No bota-fora de meu passado, encontrei restos de uma velha agenda, com talvez quase vinte anos, onde em certo dia escrevi:
“Difícil não é saber e poder curtir junto. Difícil é saber sofrer junto”.
Ignorante de Vinícius, ignorante da misteriosa natureza do amor, era eu mais um tolo Homo toscus pintando com barro paredes que denunciavam descobertas acerca da Vida. Foi preciso sofrer e ser feliz, junto e separado, quantas vezes fosse necessário, para, sem o Poetinha de grilo falante, para aprender um pouco do que já estava escrito, antes mesmo de meu nascimento. Vivido então… Desde que o mundo é mundo. Desde que Vinícius foi Vinícius. Desde que o mundo é Vinícius.
De tudo aqui, arrisco dizer que Reich só não concordará que “o amor só é bom se doer”. Nem eu!
Vai, vai, vai, vai amar! Vai, vai, vai, vai sofrer! Vai, vai, vai, vai chorar!
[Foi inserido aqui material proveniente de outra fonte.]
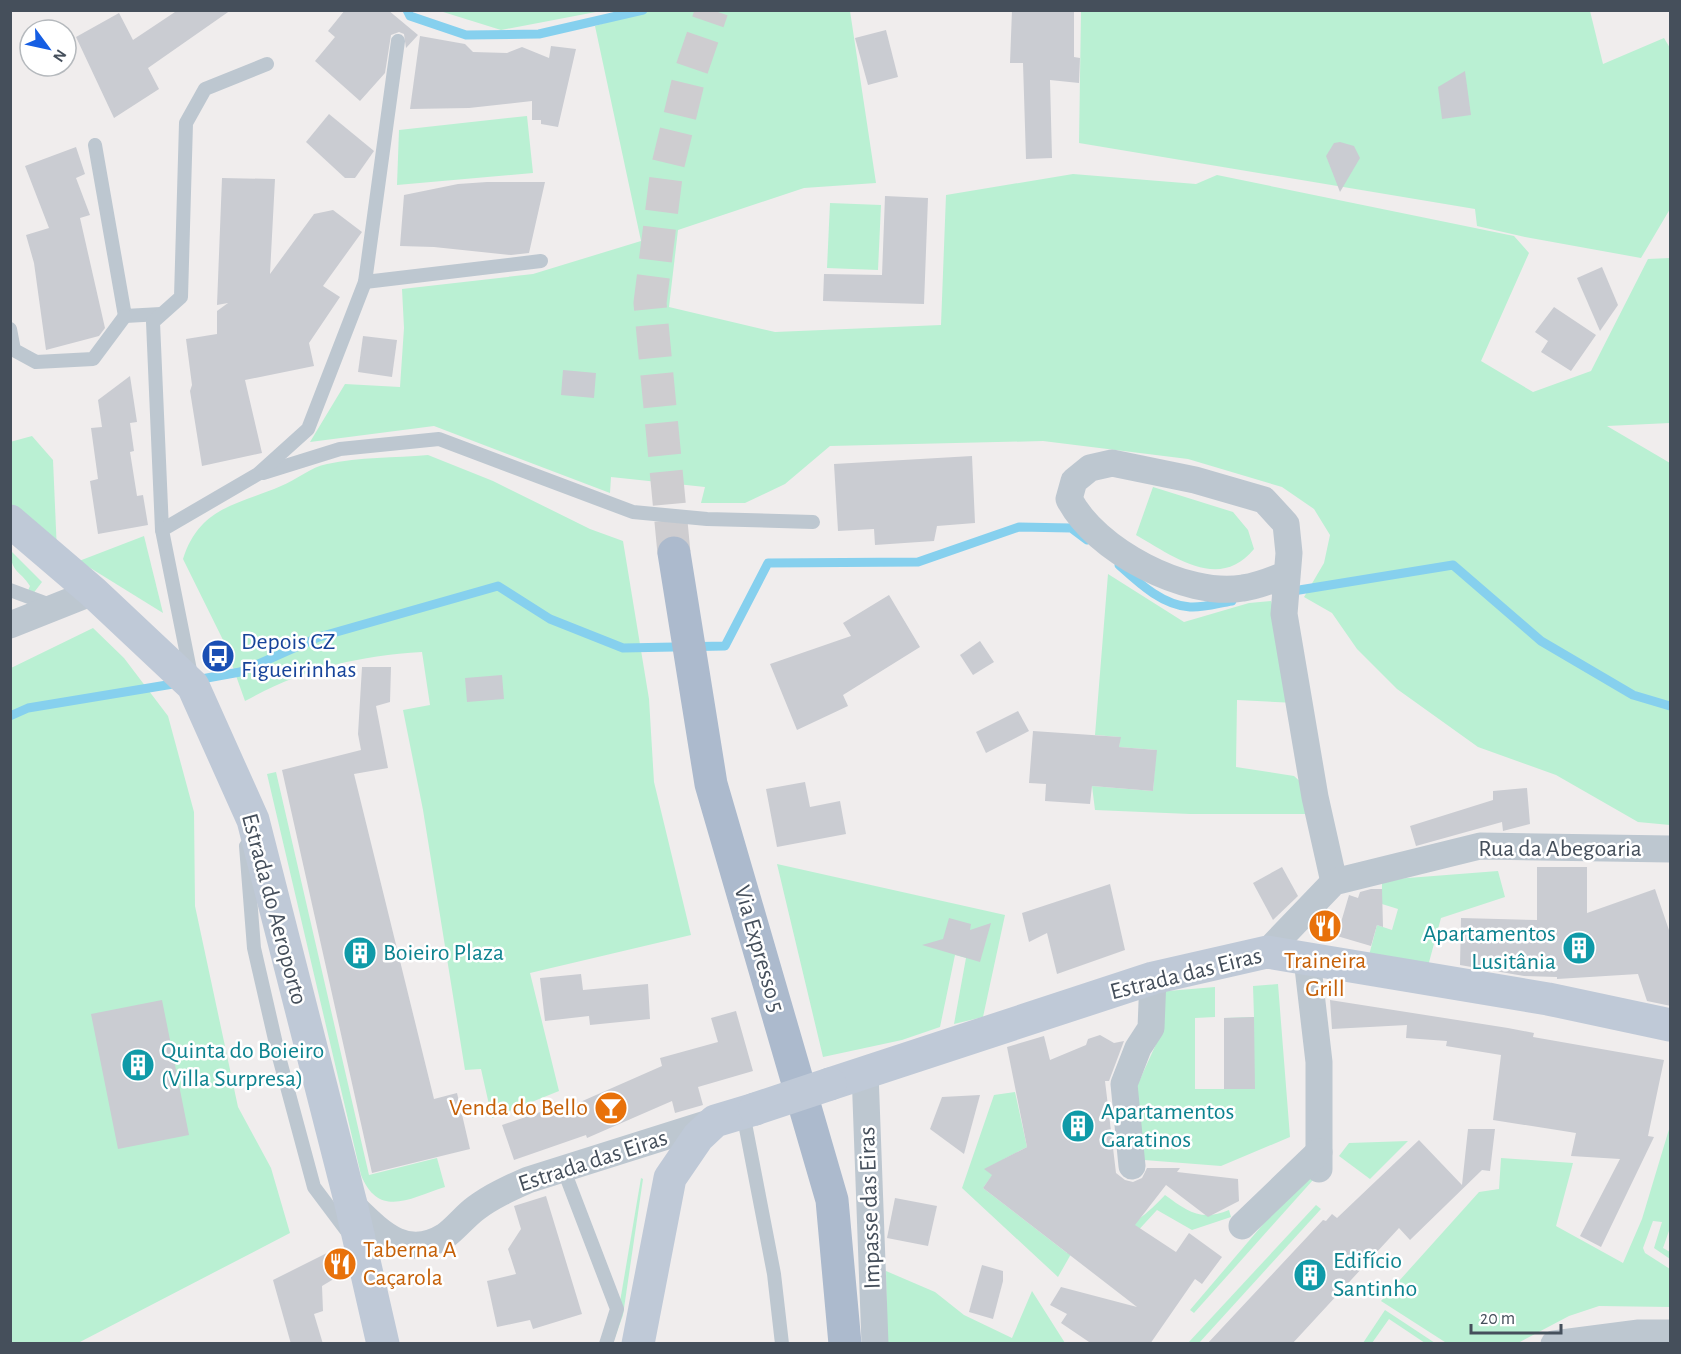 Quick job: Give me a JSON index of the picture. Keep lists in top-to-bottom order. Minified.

Vai, vai, vai, vai dizer!
Vai, vai, vai, vai VIVER!
e VIVA VINÍCIUS!
O homem que diz “dou” não dá
Porque quem dá mesmo não diz
O homem que diz “vou” não vai
Porque quando foi já não quis
O homem que diz “sou” não é
Porque quem é mesmo é “não sou”
O homem que diz “estou” não está
Porque ninguém está quando quer
Coitado do homem que cai
No canto de Ossanha, traidor
Coitado do homem que vai
Atrás de mandinga de amor
Vai, vai, vai, vai, não vou
Vai, vai, vai, vai, não vou
Vai, vai, vai, vai, não vou
Vai, vai, vai, vai, não vou
Que eu não sou ninguém de ir
Em conversa de esquecer
A tristeza de um amor que passou
Não, eu só vou se for pra ver
Uma estrela aparecer
Na manhã de um novo amor
Amigo sinhô
Saravá
Xangô me mandou lhe dizer
Se é canto de Ossanha, não vá
Que muito vai se arrepender
Pergunte pro seu Orixá
Amor só é bom se doer
Vai, vai, vai, vai amar
Vai, vai, vai, vai sofrer
Vai, vai, vai, vai chorar
Vai, vai, vai, vai dizer
Que eu não sou ninguém de ir
Em conversa de esquecer
A tristeza de um amor que passou
Não, eu só vou se for pra ver
Uma estrela aparecer
Na manhã de um novo amor
Quem já passou
Por esta vida e não viveu
Pode ser mais, mas sabe menos do que eu
Porque a vida só se dá
Pra quem se deu
Pra quem amou, pra quem chorou
Pra quem sofreu, ai
Quem nunca curtiu uma paixão
Nunca vai ter nada, não
Não há mal pior
Do que a descrença
Mesmo o amor que não compensa
É melhor que a solidão
Abre os teus braços, meu irmão, deixa cair
Pra que somar se a gente pode dividir?
Eu francamente já não quero nem saber
De quem não vai porque tem medo de sofrer
Ai de quem não rasga o coração
Esse não vai ter perdão
* * *
Para quem tem cuidado e não se deixaria levar pela idéia ingênua de que a vida só acontece no sofrimento, e que o amor conclama a tristeza a co-existência eterna, esse poema de Vinícius é abençoado.